→ **Try it**
List, from the lines below, each one with "Summarize" in it.

→ **Source records**
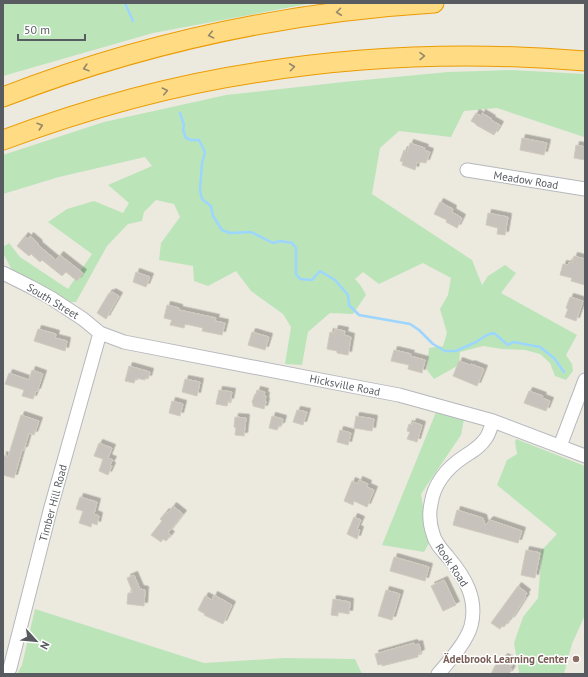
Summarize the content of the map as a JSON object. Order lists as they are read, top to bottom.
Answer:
{
  "streets": {
    "street": [
      "Meadow Road",
      "South Street",
      "Hicksville Road",
      "Timber Hill Road",
      "Rook Road"
    ]
  },
  "crossings": [
    ["South Street", "Hicksville Road"],
    ["South Street", "Timber Hill Road"],
    ["Hicksville Road", "Timber Hill Road"],
    ["Hicksville Road", "Rook Road"]
  ],
  "places": ["Ädelbrook Learning Center"],
  "scale_bar": "50 m",
  "north": "bottom right"
}
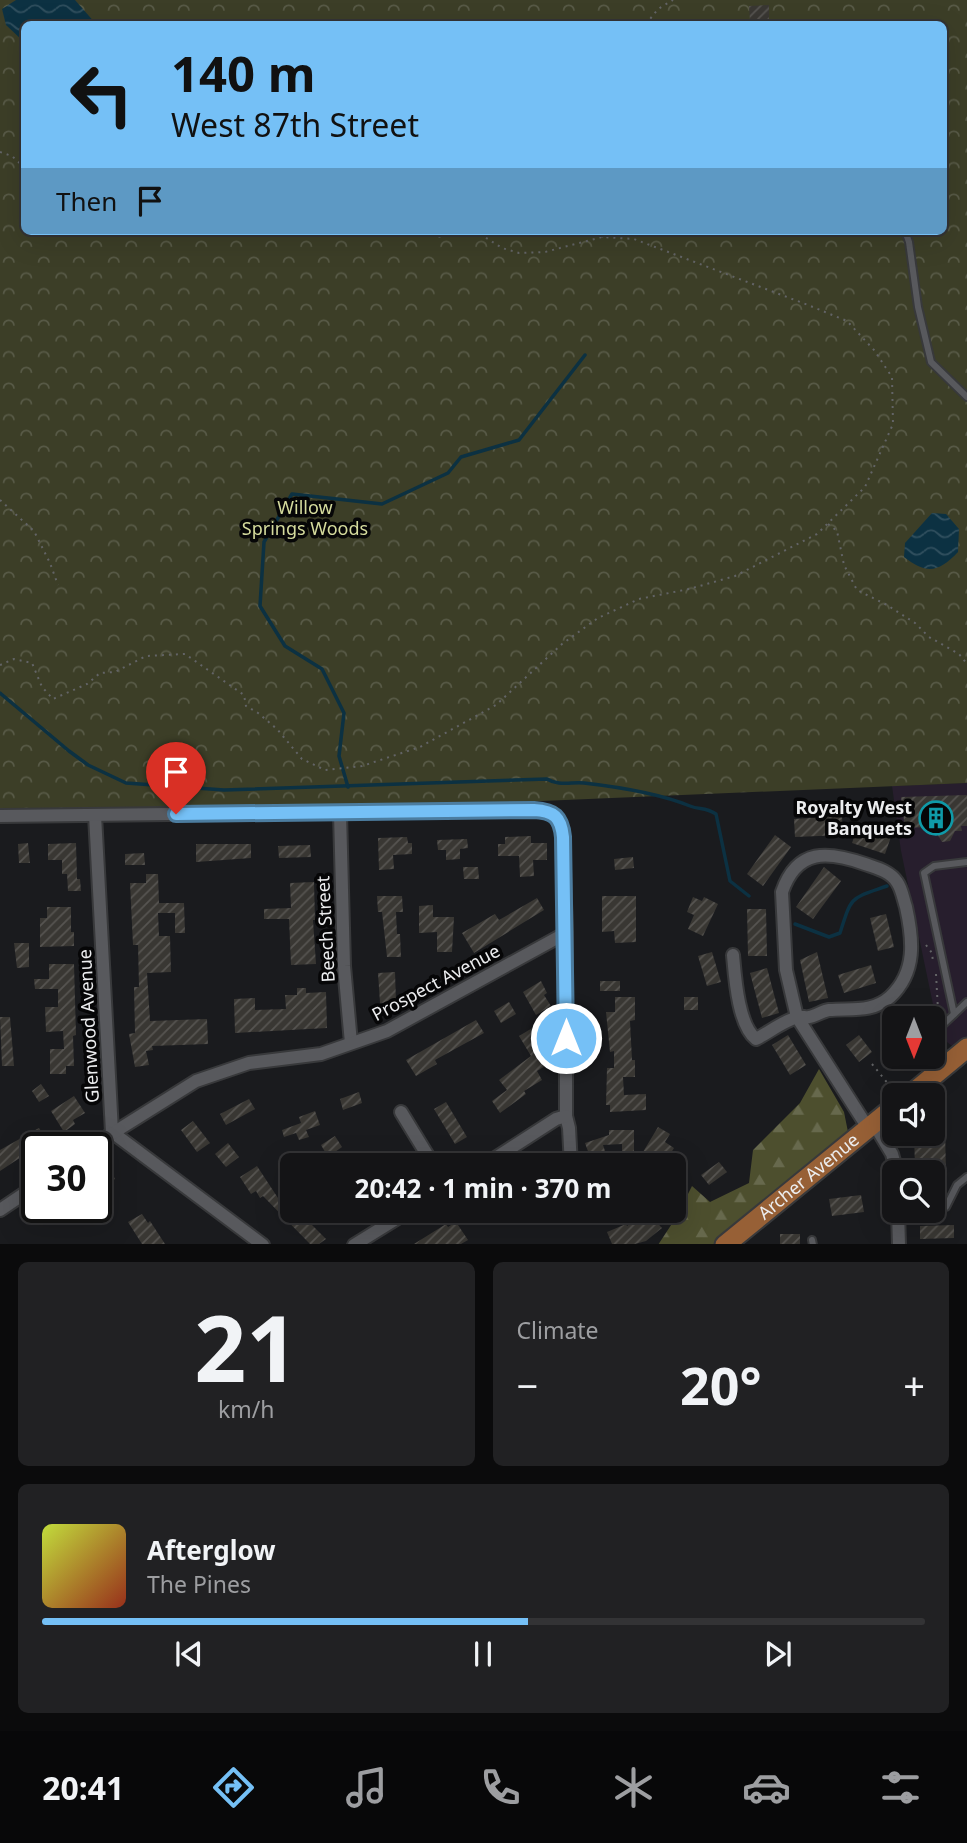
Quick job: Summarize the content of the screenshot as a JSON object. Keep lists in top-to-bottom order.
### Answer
{
  "streets": {
    "main road": ["Archer Avenue"],
    "street": ["Beech Street", "Prospect Avenue", "Glenwood Avenue"]
  },
  "crossings": [
    ["Beech Street", "Prospect Avenue"],
    ["Prospect Avenue", "Glenwood Avenue"]
  ],
  "parks": ["Willow Springs Woods"],
  "places": {
    "building": ["Royalty West Banquets"]
  },
  "north": "bottom",
  "page": {
    "turn": ["140 m", "West 87th Street"],
    "then": "Then",
    "limit": "30",
    "trip": "20:42 · 1 min · 370 m",
    "tile": [
      ["21", "km/h"],
      "Climate"
    ],
    "heat": ["−", "20°", "+"],
    "song": ["Afterglow", "The Pines"],
    "tabs": "20:41"
  }
}
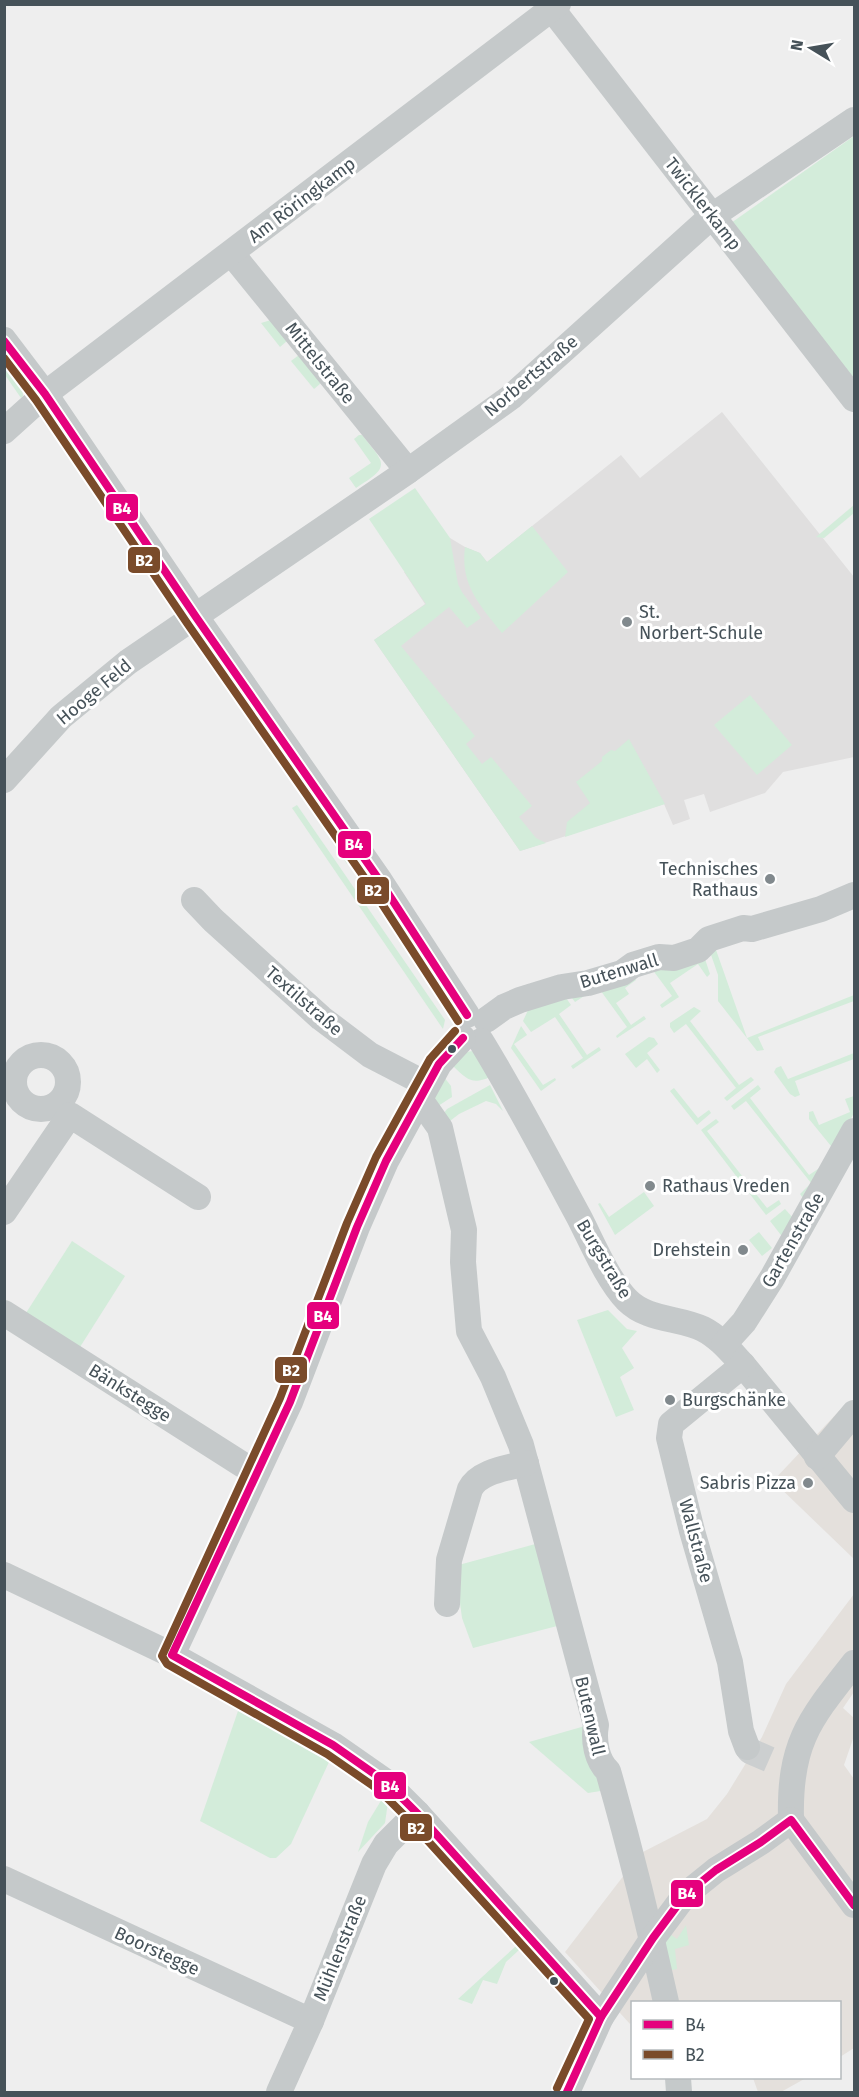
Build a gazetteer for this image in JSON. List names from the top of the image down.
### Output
{
  "streets": {
    "street": [
      "Am Röringkamp",
      "Twicklerkamp",
      "Mittelstraße",
      "Norbertstraße",
      "Hooge Feld",
      "Butenwall",
      "Textilstraße",
      "Gartenstraße",
      "Burgstraße",
      "Bänkstegge",
      "Wallstraße",
      "Mühlenstraße",
      "Boorstegge"
    ]
  },
  "crossings": [
    ["Am Röringkamp", "Twicklerkamp"],
    ["Am Röringkamp", "Mittelstraße"],
    ["Am Röringkamp", "Burgstraße"],
    ["Twicklerkamp", "Norbertstraße"],
    ["Mittelstraße", "Norbertstraße"],
    ["Norbertstraße", "Hooge Feld"],
    ["Norbertstraße", "Burgstraße"],
    ["Hooge Feld", "Burgstraße"],
    ["Butenwall", "Textilstraße"],
    ["Butenwall", "Burgstraße"],
    ["Butenwall", "Bänkstegge"],
    ["Gartenstraße", "Burgstraße"],
    ["Burgstraße", "Wallstraße"],
    ["Mühlenstraße", "Boorstegge"]
  ],
  "places": [
    "St. Norbert-Schule",
    "Technisches Rathaus",
    "Rathaus Vreden",
    "Drehstein",
    "Burgschänke",
    "Sabris Pizza"
  ],
  "lines": ["transit line B4", "transit line B2"],
  "legend": ["B4", "B2"],
  "north": "left"
}
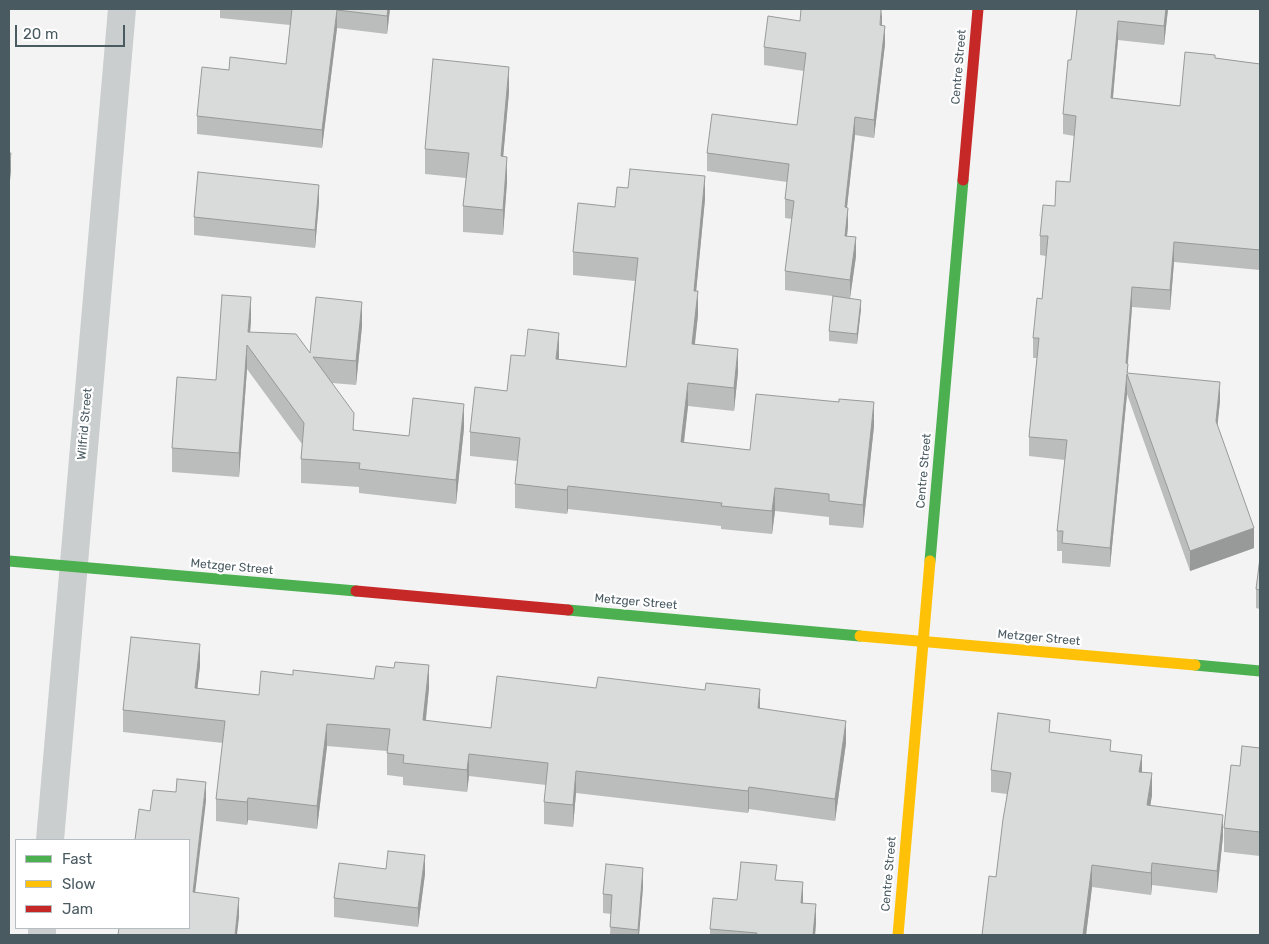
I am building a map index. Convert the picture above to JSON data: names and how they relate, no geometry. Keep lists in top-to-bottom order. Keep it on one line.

→ **Solution**
Summarize the content of the map as a JSON object. Order lists as they are read, top to bottom.
Quick job: Summarize the content of the screenshot as a JSON object. Keep lists in top-to-bottom order.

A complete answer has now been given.